» **EXERCISE OBJECTIVE**
Please quote exactly the opening lines of the data, from the first line to the one where "2px #8e8e85) drop-shadow(0" appears.

[Stored data]
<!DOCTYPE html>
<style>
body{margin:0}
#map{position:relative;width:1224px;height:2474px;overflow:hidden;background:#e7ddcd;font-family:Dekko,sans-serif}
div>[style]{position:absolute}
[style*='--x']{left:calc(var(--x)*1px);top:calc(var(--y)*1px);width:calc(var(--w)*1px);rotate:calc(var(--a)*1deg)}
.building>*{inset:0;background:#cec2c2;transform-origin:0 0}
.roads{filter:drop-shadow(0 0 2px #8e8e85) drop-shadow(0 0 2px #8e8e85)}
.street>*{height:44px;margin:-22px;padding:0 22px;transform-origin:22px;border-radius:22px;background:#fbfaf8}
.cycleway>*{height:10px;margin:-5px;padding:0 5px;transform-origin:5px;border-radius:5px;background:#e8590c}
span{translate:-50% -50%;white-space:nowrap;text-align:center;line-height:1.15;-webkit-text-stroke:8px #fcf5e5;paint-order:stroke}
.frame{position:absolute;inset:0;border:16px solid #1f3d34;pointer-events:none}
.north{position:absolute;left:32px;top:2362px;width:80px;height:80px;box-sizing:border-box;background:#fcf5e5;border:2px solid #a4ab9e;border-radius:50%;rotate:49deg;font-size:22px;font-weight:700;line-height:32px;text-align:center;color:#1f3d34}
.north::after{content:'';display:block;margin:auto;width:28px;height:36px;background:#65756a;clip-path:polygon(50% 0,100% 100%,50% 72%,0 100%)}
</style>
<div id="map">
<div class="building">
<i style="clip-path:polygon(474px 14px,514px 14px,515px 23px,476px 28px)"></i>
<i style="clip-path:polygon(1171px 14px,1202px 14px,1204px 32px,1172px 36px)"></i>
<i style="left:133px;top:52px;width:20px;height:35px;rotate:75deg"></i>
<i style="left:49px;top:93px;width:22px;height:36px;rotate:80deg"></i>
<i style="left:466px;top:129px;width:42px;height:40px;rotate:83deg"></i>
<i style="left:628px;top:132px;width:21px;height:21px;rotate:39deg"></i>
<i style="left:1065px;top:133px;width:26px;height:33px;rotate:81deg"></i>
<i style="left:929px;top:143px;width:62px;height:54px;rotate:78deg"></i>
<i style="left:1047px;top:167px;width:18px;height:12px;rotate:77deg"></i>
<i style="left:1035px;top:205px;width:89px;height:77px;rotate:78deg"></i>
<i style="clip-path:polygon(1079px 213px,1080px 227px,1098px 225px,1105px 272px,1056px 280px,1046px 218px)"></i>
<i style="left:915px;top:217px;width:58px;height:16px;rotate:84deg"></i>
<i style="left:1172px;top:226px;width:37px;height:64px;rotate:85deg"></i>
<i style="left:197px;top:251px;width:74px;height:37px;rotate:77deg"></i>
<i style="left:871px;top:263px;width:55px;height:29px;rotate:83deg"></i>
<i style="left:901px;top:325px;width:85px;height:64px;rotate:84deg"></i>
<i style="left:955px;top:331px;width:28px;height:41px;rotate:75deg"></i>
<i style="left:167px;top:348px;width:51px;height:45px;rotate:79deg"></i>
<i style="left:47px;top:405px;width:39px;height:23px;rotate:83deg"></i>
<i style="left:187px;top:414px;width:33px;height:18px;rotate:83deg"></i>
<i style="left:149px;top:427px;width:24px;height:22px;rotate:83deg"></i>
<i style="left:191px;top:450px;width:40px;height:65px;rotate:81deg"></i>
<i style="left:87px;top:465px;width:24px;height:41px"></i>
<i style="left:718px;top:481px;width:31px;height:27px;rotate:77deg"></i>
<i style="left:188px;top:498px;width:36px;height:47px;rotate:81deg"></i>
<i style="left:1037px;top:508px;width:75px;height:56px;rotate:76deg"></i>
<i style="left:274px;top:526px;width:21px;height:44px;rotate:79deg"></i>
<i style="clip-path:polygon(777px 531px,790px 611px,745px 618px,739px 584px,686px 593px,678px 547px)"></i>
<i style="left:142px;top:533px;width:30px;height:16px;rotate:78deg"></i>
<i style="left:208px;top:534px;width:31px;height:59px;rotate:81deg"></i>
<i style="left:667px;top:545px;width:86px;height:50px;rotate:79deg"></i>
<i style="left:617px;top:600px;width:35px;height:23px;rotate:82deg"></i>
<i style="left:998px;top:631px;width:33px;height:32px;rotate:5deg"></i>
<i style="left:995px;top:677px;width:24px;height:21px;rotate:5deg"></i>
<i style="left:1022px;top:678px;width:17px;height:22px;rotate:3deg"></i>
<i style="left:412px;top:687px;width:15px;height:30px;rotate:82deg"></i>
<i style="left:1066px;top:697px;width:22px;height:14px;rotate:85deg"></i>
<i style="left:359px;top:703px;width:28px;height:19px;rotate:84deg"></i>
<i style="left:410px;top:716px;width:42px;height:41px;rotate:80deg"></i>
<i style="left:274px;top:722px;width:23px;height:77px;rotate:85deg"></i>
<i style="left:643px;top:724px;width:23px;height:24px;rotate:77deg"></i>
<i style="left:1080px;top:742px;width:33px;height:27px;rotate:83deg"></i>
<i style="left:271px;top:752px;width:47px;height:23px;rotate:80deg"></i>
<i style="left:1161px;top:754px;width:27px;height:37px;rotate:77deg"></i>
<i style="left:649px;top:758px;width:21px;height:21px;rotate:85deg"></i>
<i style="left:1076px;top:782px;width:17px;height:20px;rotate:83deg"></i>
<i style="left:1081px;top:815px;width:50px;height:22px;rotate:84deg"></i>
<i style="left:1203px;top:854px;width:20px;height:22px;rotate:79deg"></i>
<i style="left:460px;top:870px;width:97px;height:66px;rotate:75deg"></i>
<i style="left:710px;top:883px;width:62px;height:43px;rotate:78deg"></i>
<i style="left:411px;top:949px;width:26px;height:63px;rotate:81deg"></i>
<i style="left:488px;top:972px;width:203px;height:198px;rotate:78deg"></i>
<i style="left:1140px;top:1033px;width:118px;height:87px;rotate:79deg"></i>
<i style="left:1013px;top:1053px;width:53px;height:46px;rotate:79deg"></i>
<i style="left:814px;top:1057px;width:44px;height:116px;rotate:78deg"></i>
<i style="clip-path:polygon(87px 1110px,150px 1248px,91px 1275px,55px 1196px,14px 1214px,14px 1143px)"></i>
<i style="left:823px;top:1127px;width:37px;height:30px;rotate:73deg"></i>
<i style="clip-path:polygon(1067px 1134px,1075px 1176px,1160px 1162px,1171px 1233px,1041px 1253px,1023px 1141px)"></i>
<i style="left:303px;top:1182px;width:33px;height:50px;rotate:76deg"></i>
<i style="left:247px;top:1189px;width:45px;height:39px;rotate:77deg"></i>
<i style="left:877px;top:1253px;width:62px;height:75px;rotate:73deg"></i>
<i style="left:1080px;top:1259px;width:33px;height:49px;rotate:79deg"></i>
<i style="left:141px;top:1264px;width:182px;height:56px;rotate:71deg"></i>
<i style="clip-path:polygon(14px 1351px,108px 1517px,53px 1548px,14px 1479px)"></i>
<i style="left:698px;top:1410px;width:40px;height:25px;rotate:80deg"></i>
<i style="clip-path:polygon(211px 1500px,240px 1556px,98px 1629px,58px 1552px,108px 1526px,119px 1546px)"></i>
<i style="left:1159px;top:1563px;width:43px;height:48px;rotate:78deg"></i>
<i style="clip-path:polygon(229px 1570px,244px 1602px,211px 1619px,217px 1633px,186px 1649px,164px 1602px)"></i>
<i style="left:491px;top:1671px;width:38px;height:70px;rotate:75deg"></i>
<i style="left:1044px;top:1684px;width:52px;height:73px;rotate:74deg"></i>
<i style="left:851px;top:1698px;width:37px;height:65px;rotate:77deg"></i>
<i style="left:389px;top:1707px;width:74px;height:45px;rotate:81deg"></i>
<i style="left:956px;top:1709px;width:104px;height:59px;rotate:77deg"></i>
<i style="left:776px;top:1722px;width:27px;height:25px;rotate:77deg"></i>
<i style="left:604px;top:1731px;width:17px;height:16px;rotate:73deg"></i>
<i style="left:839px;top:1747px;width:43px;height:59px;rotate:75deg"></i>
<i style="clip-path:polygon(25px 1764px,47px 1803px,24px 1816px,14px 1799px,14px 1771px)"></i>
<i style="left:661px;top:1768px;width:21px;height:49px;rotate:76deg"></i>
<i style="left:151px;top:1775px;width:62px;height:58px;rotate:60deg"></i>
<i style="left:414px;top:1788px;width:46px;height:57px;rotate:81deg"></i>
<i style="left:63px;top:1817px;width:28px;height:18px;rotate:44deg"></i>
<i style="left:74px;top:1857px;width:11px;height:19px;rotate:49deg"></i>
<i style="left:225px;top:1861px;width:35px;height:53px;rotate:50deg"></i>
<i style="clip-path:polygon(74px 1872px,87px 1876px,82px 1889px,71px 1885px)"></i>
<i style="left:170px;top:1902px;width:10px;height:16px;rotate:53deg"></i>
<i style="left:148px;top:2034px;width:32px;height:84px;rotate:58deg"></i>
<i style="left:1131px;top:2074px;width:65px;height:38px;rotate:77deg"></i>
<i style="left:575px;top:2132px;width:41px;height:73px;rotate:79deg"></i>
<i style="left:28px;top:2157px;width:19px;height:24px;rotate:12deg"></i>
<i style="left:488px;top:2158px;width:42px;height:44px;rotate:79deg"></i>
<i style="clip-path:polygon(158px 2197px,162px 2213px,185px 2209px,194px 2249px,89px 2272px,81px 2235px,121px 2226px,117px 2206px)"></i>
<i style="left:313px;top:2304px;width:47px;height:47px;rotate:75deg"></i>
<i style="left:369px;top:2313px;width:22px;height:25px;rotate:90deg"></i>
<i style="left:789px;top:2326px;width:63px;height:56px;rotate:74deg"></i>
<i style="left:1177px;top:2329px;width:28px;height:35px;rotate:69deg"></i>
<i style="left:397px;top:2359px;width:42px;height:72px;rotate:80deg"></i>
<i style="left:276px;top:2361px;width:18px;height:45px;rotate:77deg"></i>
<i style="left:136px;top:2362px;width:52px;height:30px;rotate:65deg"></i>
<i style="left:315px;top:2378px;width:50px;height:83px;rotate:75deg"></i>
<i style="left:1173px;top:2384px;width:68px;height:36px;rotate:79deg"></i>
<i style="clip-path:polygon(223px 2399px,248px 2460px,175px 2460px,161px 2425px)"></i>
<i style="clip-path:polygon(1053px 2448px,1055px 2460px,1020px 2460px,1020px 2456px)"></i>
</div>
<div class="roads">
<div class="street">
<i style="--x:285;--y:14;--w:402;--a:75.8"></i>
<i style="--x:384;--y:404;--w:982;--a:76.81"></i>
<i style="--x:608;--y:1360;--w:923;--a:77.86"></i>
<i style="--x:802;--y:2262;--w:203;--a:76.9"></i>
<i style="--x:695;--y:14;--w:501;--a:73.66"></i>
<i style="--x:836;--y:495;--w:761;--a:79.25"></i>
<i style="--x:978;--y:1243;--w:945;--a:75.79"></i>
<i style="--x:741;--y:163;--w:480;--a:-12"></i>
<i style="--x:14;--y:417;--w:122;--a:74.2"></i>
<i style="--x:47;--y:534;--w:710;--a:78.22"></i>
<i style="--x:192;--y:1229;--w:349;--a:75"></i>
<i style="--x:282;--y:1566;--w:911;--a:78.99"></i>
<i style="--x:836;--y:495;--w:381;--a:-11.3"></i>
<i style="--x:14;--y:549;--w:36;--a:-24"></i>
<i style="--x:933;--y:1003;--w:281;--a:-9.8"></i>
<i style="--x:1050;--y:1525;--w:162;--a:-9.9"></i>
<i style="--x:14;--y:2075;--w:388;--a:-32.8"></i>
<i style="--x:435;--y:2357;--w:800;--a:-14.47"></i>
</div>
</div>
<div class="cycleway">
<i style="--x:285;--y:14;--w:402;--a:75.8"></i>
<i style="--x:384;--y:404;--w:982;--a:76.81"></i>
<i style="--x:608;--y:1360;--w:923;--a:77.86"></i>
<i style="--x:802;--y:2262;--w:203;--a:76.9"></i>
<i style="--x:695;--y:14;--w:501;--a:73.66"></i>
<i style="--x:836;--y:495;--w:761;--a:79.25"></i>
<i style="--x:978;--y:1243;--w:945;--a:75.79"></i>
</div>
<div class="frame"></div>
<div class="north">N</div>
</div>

» **RESPONSE TO THE TASK**
<!DOCTYPE html>
<style>
body{margin:0}
#map{position:relative;width:1224px;height:2474px;overflow:hidden;background:#e7ddcd;font-family:Dekko,sans-serif}
div>[style]{position:absolute}
[style*='--x']{left:calc(var(--x)*1px);top:calc(var(--y)*1px);width:calc(var(--w)*1px);rotate:calc(var(--a)*1deg)}
.building>*{inset:0;background:#cec2c2;transform-origin:0 0}
.roads{filter:drop-shadow(0 0 2px #8e8e85) drop-shadow(0 0 2px #8e8e85)}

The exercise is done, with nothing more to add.